But this seems to assume Hispanics only hold Republican positions on immigration against them. The 1986 amnesty was not only signed into law by Reagan but was a genuinely bipartisan piece of legislation. Republicans received no benefit from this among Hispanics generally or from the post-amnesty cohort in particular. The GOP saw a major uptick in Hispanic votes under Bush (while still losing that bloc by double digits), but saw that support begin to collapse again with pro-amnesty McCain.

There is considerable evidence that the broader Republican economic message—which Bush softened with “compassionate conservatism”—is at least as much to blame for the party’s inability to win over Hispanics. The GOP has been struggling for years to communicate how its economic policies would benefit people who don’t own small businesses or have income subject to the top marginal tax rate. At the national convention in Tampa, it barely tried.

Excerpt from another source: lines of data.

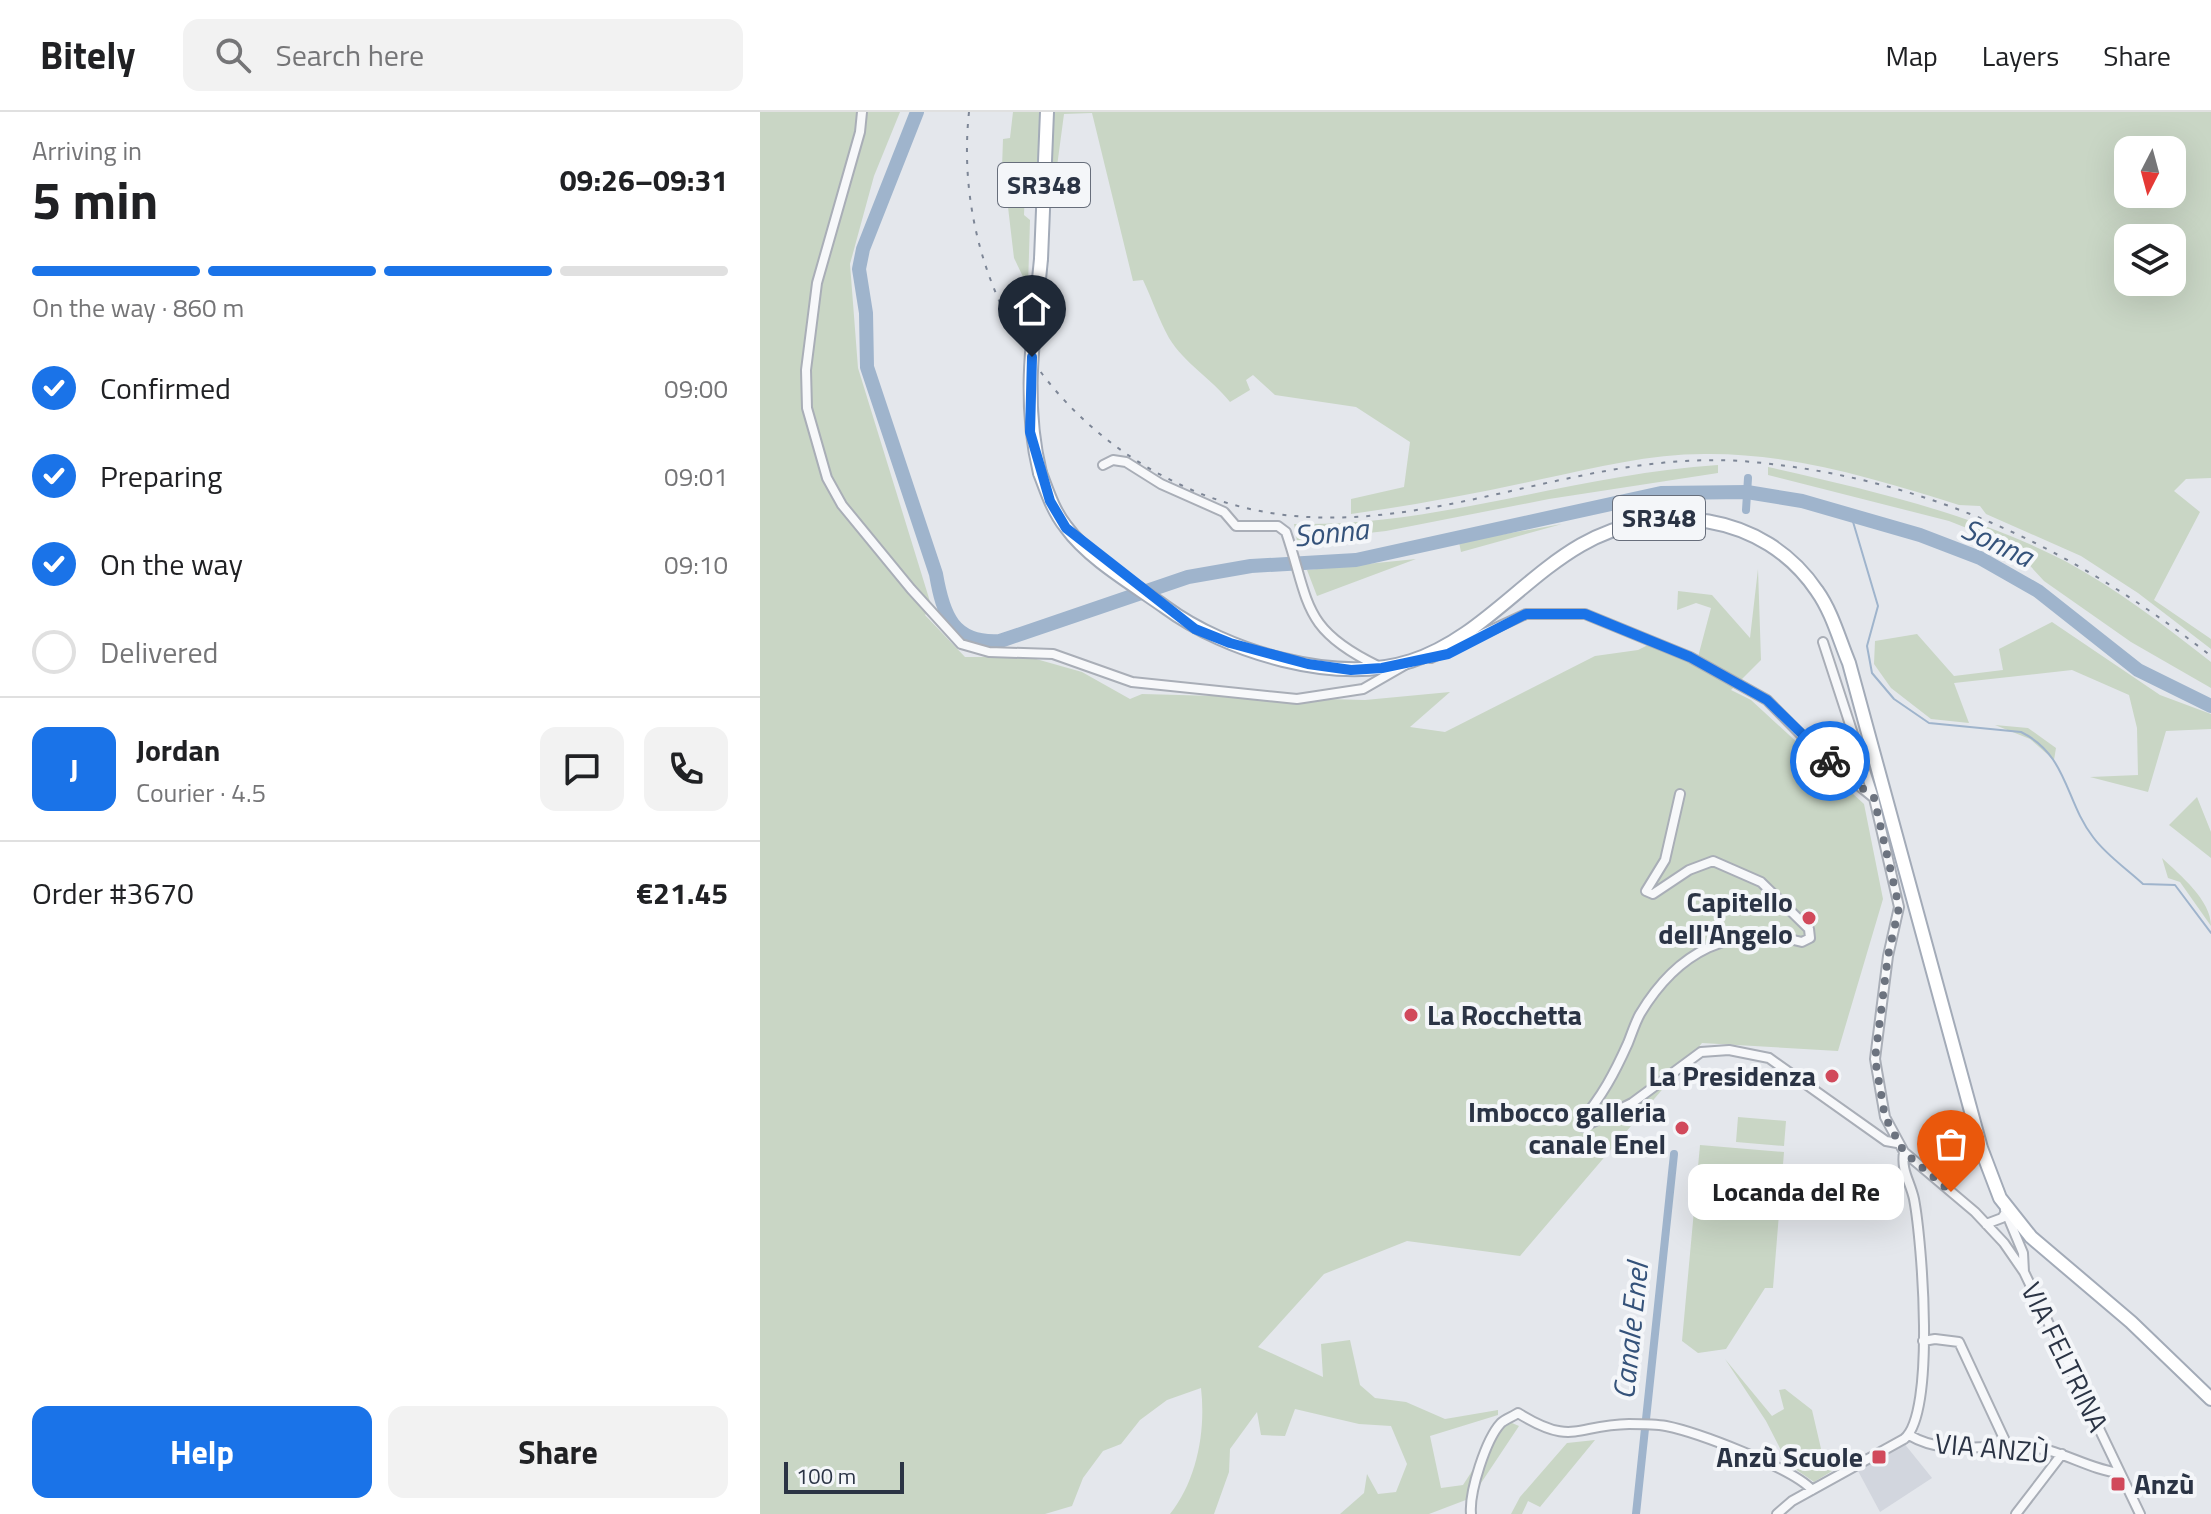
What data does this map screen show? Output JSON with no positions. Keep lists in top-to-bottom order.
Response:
{
  "streets": {
    "main road": ["SR348", "VIA FELTRINA"],
    "street": ["VIA ANZÙ"]
  },
  "crossings": [
    ["SR348", "VIA FELTRINA"],
    ["VIA FELTRINA", "VIA ANZÙ"]
  ],
  "water": ["Sonna", "Canale Enel"],
  "places": {
    "other": [
      "Capitello dell'Angelo",
      "La Rocchetta",
      "La Presidenza",
      "Imbocco galleria canale Enel",
      "Locanda del Re"
    ],
    "transit": ["Anzù Scuole", "Anzù"]
  },
  "scale_bar": "100 m",
  "north": "bottom",
  "page": {
    "header": "Bitely",
    "search": "Search here",
    "nav": ["Map", "Layers", "Share"],
    "heading": ["5 min", "Arriving in", "09:26–09:31"],
    "panel": [
      "Jordan",
      "Courier · 4.5",
      "Order #3670",
      "€21.45"
    ],
    "bar": "On the way · 860 m",
    "list": [
      ["Confirmed", "09:00"],
      ["Preparing", "09:01"],
      ["On the way", "09:10"],
      "Delivered"
    ],
    "round": "J",
    "bubble": "Locanda del Re",
    "buttons": ["Help", "Share"],
    "scale": "100 m"
  }
}
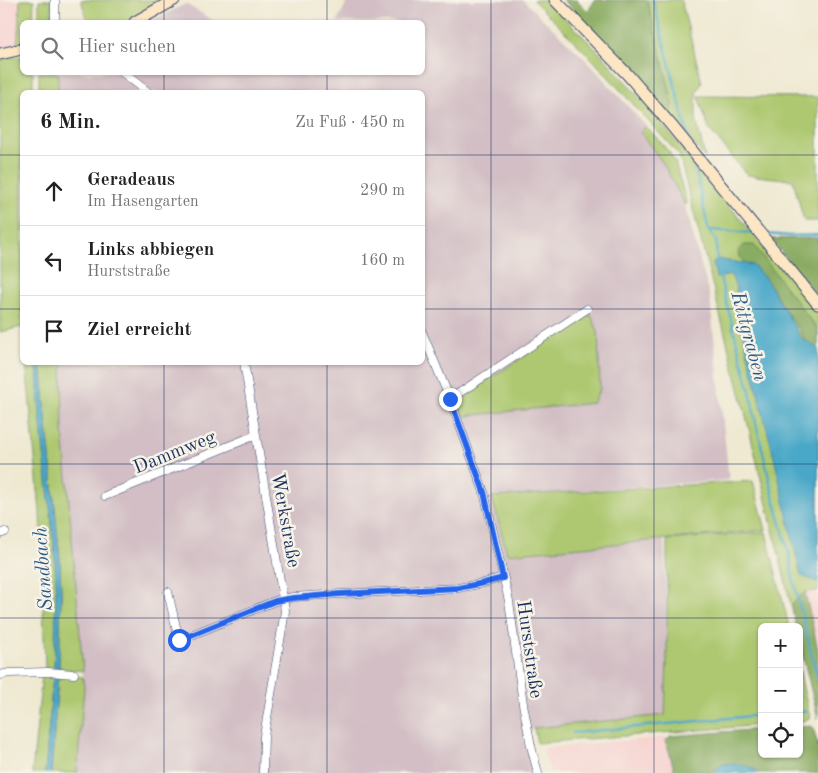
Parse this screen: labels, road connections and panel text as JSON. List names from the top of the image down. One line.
{"streets":{"street":["Dammweg","Werkstraße","Hurststraße"]},"crossings":[["Dammweg","Werkstraße"]],"water":["Rittgraben","Sandbach"],"page":{"search":"Hier suchen","heading":["6 Min.","Zu Fuß · 450 m"],"list":[["Geradeaus","Im Hasengarten","290 m"],["Links abbiegen","Hurststraße","160 m"],"Ziel erreicht"],"map_buttons":["+","−"]}}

Republicans have been paying for these struggles at the ballot box since at least the 1990s, except when Democratic missteps or the war on terror bailed them out. Meanwhile, Democrats have promoted the fantasy that they are middle-class tax-cutters and that GOP candidates like Romney and McCain want to raise ordinary Americans’ taxes. Republicans respond by worrying about offshore profits or tax hikes on hedge fund managers.

Romney was in many respects an ill-suited candidate for this election—a wealthy supporter of the Wall Street bailout whose business career featured high-profile layoffs, a blue-state flip-flopper, an architect of a state-level health care plan substantially like Obamacare, an excessively risk-averse challenger. But he outperformed many Republican Senate candidates, including not just losers like Todd Akin, Richard Mourdock, and Tommy Thompson, but also winners like Jeff Flake, Deb Fischer, and Ted Cruz.

The Republican Party is too often divided between an establishment that is unprincipled and unwilling to take political risks to improve the country’s fortunes, and a set of insurgents who are uninterested in governing and incompetent at campaigning. The GOP will not move forward with either Mike Castle or Christine O’Donnell.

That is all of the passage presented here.